Ho scritto il libro The Shock Doctrine nella speranza che potesse prepararci tutti per la prossima grande crisi. Bene, quella crisi è certamente arrivata assieme al provocatorio tentativo di usare tale shock per accellerare le politiche radicalmente favorevoli alle grandi corporations (cosa che arricchirebbe ulteriormente e principalmente coloro i quali sono i veri responsabili dell’attuale crisi…) . Ma c’è una cosa: queste tattiche possono funzionare solo se noi lo consentiremo. Esse funzionano sempre quando noi ci abbandoniamo alle nostre paure e al desiderio di avere dei “leaders politici forti” – anche se si tratta degli stessi leaders che hanno sfruttato gli attacchi terroristici dell’11 settembre per lanciare il loro Complesso Capitalismo Disastroso.
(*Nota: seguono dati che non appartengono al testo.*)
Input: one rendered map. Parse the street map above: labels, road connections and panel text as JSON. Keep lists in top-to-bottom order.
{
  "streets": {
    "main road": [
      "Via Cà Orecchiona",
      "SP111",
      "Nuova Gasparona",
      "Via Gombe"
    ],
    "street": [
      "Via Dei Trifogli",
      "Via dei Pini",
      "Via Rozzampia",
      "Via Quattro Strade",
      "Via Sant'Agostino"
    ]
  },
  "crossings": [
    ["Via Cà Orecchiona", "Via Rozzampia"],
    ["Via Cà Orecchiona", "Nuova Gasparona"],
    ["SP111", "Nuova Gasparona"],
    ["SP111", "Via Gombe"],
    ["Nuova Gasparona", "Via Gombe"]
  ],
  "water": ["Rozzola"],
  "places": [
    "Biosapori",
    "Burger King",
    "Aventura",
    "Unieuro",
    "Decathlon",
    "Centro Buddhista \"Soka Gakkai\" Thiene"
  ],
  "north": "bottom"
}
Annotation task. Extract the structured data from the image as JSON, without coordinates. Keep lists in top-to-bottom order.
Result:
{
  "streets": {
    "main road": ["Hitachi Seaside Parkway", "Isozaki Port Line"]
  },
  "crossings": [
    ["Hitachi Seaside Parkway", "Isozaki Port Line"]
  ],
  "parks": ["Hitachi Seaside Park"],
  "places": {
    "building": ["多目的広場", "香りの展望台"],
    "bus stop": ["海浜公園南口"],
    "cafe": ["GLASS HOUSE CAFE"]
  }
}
Purtroppo non esistono dei salvatori di fronte a queste crisi, e l’unica speranza per cercare di prevenire un’altra dose di politiche basate sugli shocks, è quella di organizzare una grossa pressione di massa su tutti i partiti politici. In questa Newsletter, Debra Levy, che gestisce il sito http://www.shockdoctrine.org e che è stata la collega più vicina nella fase di ricerca del libro The Shock Doctrine, ha recentemente raccolto i miei ultimi scritti e le interviste sulla crisi, così come le informazioni sulla prossima protesta a New York. Abbiamo anche le prove di come i grandi think tank della sinistra stiano usando la crisi dei mercati per portare avanti alcune misure economiche di vecchio stampo. Vi mandiamo questo articolo assieme ad una richiesta urgente: per favore non rimanete in silenzio. Se avete letto il libro, sapete che questo è il momento in cui rischiamo di perdere (o di vincere) tutto. Se reagiremo lentamente, i cambiamenti radicali che chiediamo saranno isolati ed esclusi; se l’amministrazione Bush tornerà a decidere, le misure che verranno adottate questa settimana non potranno più essere revocate o sottoposte ad una impugnazione legale. Quindi scrivete una lettera all’editore, chiamate i vostri rappresentanti eletti, contattate la campagna di Obama e diteglielo: l’unico modo per risolvere delle crisi nate da un capitalismo senza regole non è attraverso un maggior numero di regali e di concessioni a Wall Street!